It's just as well, though, because whoever purchased the 70-million-year-old specimen has been thrust into an international legal and paleontological shit storm that played out dramatically during yesterday's auction.

It started late last week, when the director of the Institute for the Study of Mongolian Dinosaurs, writing on behalf of Mongolia's president, called for the cancellation of Sunday's auction. The dinosaur, he wrote, actually belongs to his country.

From USA Today:

Based on our experience in the studying the collecting of Mongolian dinosaurs, and on the information provided by your company with other specimens to be auctioned this Sunday (May 20), we strongly suspect that the Tyrannosaurus specimen, as well as several others you intend to auction, came from Mongolia.

Mongolian law prohibits the export of fossil specimen did in fact come from Mongolia, we strongly urge you not to auction this speciment because it would then have been acquired and exported illegally.

Unmoved, Heritage went ahead and sold it to an anonymous bidder. Its president, Greg Rohan, told USA Today the specimens were brought to the States legally, though he declined to disclose exactly how or who the seller was.

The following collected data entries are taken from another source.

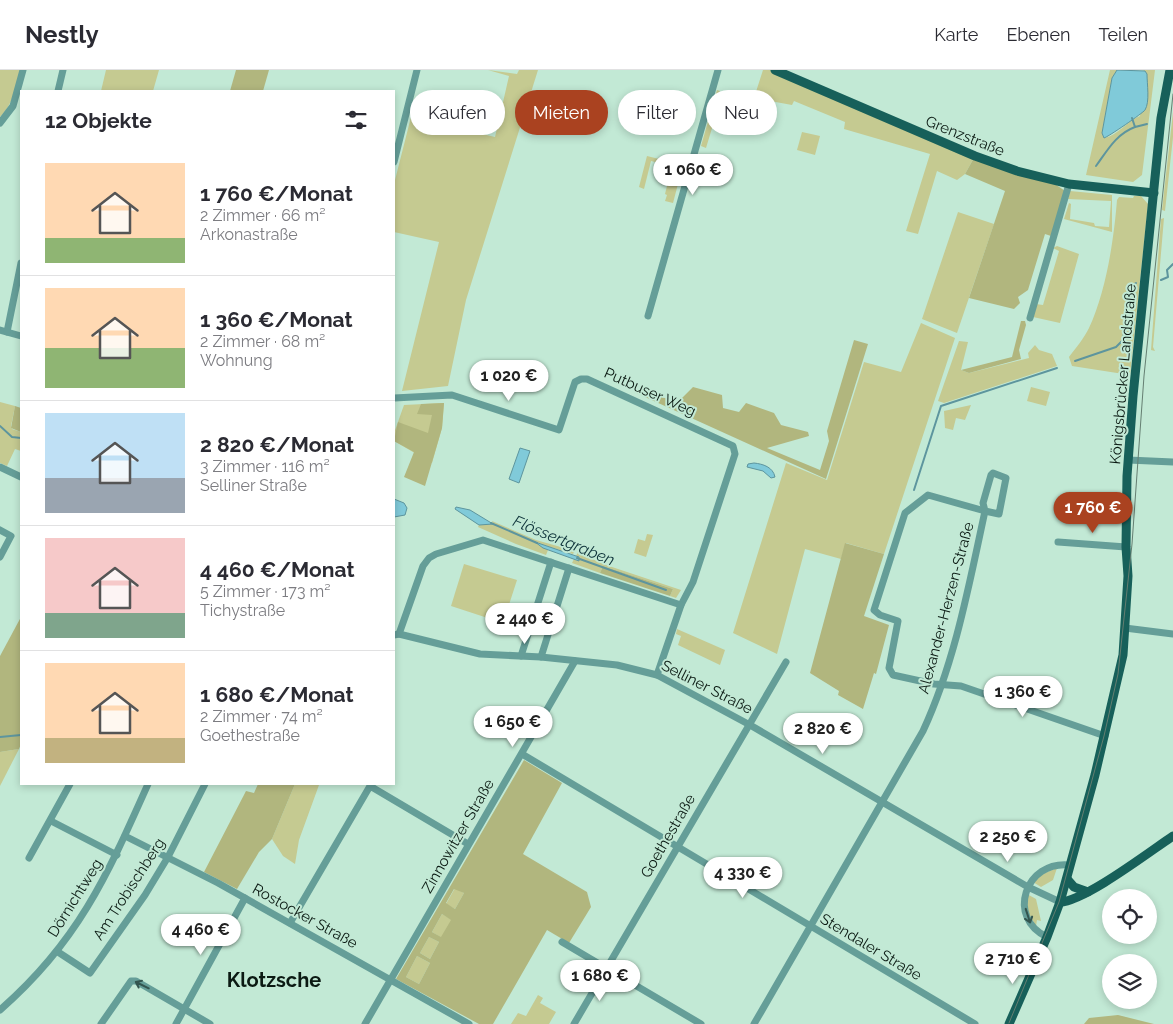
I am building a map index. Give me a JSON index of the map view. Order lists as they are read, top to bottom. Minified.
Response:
{"streets":{"main road":["Grenzstraße","Königsbrücker Landstraße"],"street":["Putbuser Weg","Alexander-Herzen-Straße","Selliner Straße","Zinnowitzer Straße","Goethestraße","Am Trobischberg","Dörnichtweg","Rostocker Straße","Stendaler Straße"]},"crossings":[["Grenzstraße","Königsbrücker Landstraße"],["Alexander-Herzen-Straße","Selliner Straße"],["Alexander-Herzen-Straße","Stendaler Straße"],["Selliner Straße","Zinnowitzer Straße"],["Selliner Straße","Goethestraße"],["Zinnowitzer Straße","Rostocker Straße"],["Zinnowitzer Straße","Stendaler Straße"],["Goethestraße","Stendaler Straße"],["Am Trobischberg","Dörnichtweg"],["Am Trobischberg","Rostocker Straße"],["Dörnichtweg","Rostocker Straße"]],"districts":["Klotzsche"],"water":["Flössertgraben"],"page":{"header":"Nestly","nav":["Karte","Ebenen","Teilen"],"chip":["Kaufen","Mieten","Filter","Neu"],"heading":"12 Objekte","list":[{"name":"1 760 €/Monat","note":"2 Zimmer · 66 m² · Arkonastraße"},{"name":"1 360 €/Monat","note":"2 Zimmer · 68 m² · Wohnung"},{"name":"2 820 €/Monat","note":"3 Zimmer · 116 m² · Selliner Straße"},{"name":"4 460 €/Monat","note":"5 Zimmer · 173 m² · Tichystraße"},{"name":"1 680 €/Monat","note":"2 Zimmer · 74 m² · Goethestraße"}],"price":["1 060 €","1 020 €","1 760 €","2 440 €","1 360 €","1 650 €","2 820 €","2 250 €","4 330 €","4 460 €","2 710 €","1 680 €"]}}
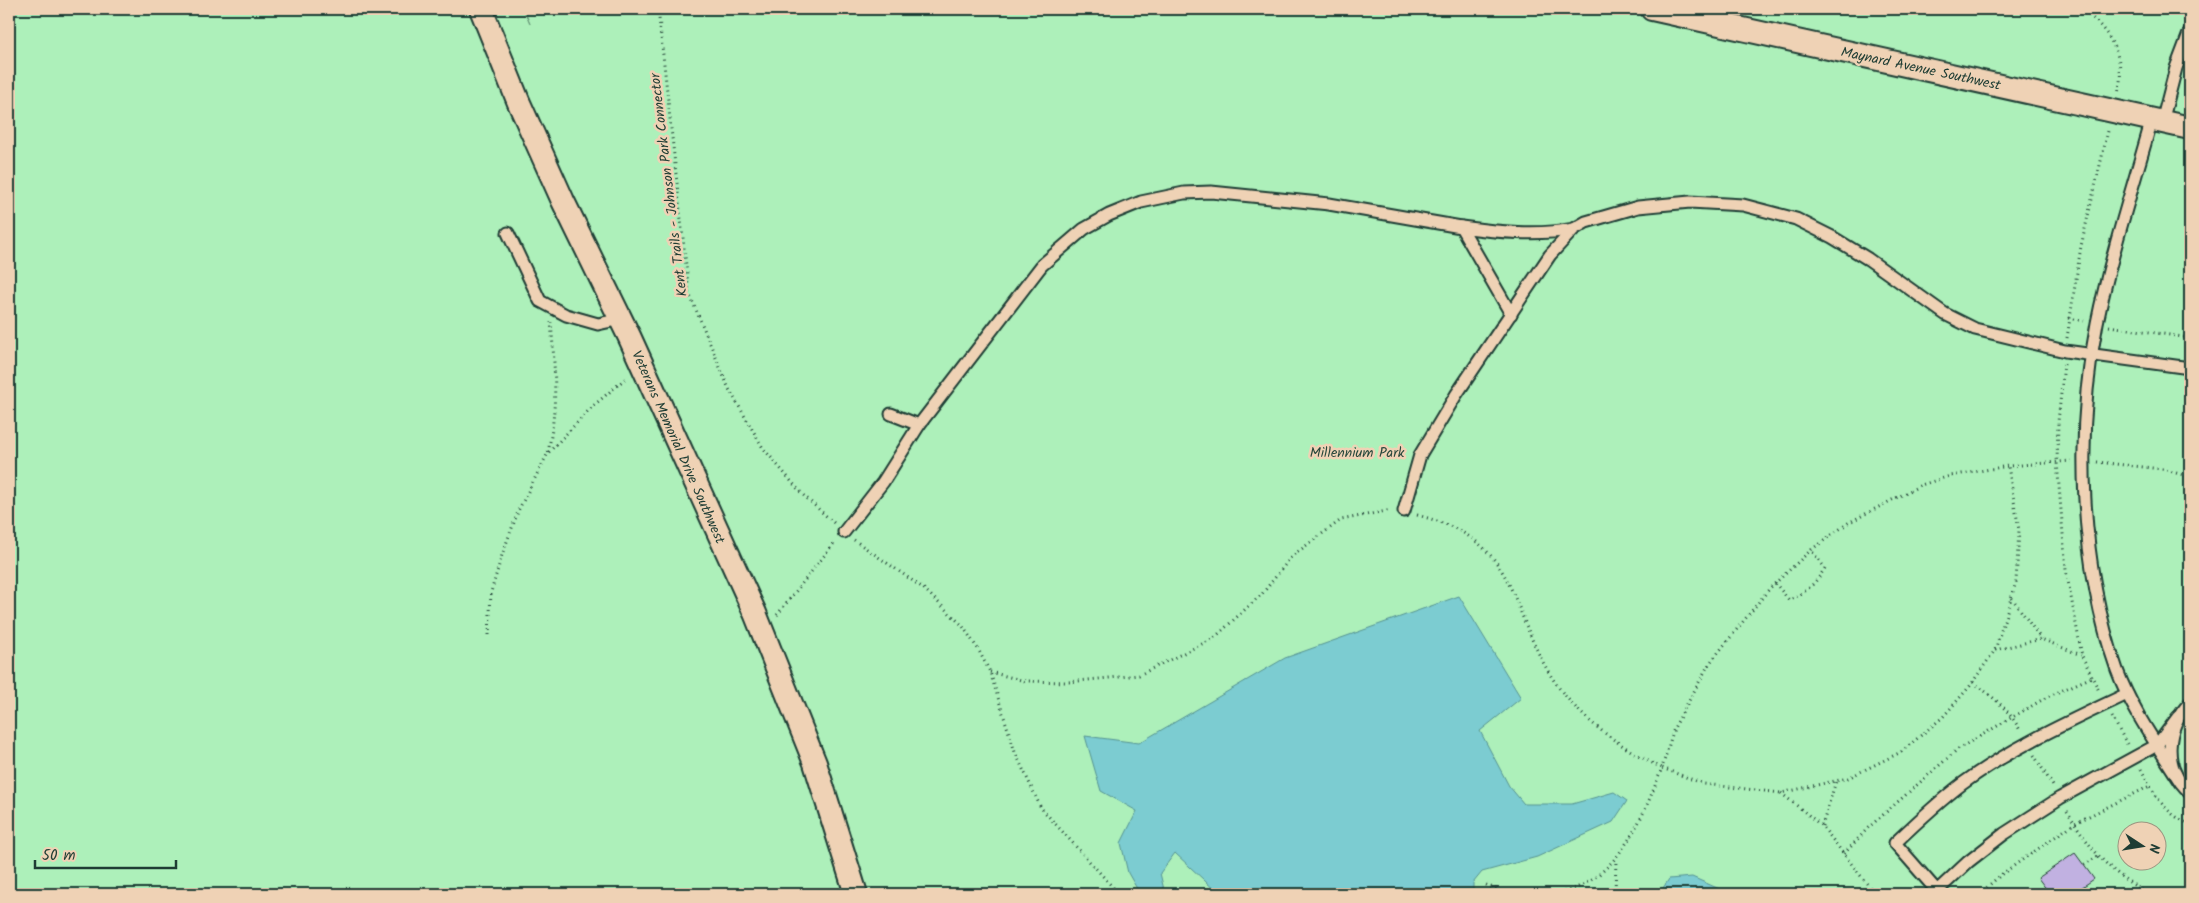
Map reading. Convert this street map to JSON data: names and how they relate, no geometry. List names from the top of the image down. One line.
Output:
{"streets":{"street":["Maynard Avenue Southwest","Veterans Memorial Drive Southwest"],"path":["Kent Trails - Johnson Park Connector"]},"parks":["Millennium Park"],"scale_bar":"50 m","north":"right"}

Things hit the courts. Houston lawyer Robert Painter, acting on behalf of Mongolian President Elbegdorj Tsakhia, filed a lawsuit in Dallas County on Saturday morning, and got Dallas County District Judge Carlos Cortez to issue a temporary restraining order against Heritage.

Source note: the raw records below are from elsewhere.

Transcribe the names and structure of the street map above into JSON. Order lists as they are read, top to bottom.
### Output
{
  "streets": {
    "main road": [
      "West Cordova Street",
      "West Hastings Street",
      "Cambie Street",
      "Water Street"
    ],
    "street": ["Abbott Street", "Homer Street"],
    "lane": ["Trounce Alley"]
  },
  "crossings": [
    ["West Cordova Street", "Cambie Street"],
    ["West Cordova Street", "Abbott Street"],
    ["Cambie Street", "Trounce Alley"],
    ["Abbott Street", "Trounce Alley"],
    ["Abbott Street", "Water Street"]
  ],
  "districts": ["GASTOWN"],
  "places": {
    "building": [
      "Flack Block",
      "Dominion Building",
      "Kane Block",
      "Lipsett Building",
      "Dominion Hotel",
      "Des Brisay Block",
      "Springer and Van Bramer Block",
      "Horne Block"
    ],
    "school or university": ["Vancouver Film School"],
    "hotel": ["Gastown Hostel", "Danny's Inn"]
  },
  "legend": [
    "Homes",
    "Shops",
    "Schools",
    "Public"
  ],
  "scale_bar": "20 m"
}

"Unfortunately this came to my attention after 5 o'clock on Friday," Painter said. "I put together the pleadings overnight," and tracked down Cortez at his home.

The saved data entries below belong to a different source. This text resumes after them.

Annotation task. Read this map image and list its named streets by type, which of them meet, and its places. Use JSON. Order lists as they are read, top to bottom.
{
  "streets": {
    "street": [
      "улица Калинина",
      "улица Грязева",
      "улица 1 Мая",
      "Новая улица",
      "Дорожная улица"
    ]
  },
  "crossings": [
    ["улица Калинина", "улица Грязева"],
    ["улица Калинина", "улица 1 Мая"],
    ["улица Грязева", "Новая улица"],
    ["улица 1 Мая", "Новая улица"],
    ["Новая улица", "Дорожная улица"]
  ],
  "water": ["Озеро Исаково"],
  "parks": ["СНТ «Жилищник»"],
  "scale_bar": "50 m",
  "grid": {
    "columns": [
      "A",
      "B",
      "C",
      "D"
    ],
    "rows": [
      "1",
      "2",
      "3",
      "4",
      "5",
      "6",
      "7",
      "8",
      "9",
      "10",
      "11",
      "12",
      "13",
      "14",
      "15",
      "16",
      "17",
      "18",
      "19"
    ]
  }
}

After making sure Heritage would be served, Painter flew to New York to attend the auction, of which he provides a brief play-by-play.

When the dinosaur came up for bidding, the auctioneer read a statement to the effect that the completion of the sale would be contingent on the outcome of court proceedings.

Painter objected, saying Cortez's order blocked the auction of the skeleton altogether. He called Cortez's cell phone and asked the judge to explain the order to Rohan, but the Heritage president refused to take the phone, Painter said.

A Heritage attorney ended up talking to the judge, according to Painter, but the auction was already over. Painter said he has never seen anyone ignore a court order while the judge who issued it was on the cell phone explaining what he meant.

A Heritage spokesman hasn't yet returned my phone call, but in the press release on its website announcing the sale, Heritage accuses Painter of unlawfully trying to interrupt the auction.

"We respect the various opinions on the subject and wish to protect the legal rights of all parties involved," Rohan said in the release. "We have legal assurances from our reputable consignors that the specimen was obtained legally. As far as we know, the Mongolian government has not produced any evidence that the piece originated in its territory, but the final determination will be up to the American legal system."

The legal battle will at least allow Mongolian officials to figure out where the Tyrannosaur came from. A hearing is scheduled for June 1 in Dallas County. Painter plans to ask the judge for a contempt of court ruling against Rohan and Heritage.

And just so you don't think Rohan Painter simply has an axe to grind against Heritage, he bought a watch, hewn from a meteorite, while he waited to block the dinosaur sale.

"In fact, I'm wearing it now," Painter said. "It's a nice watch."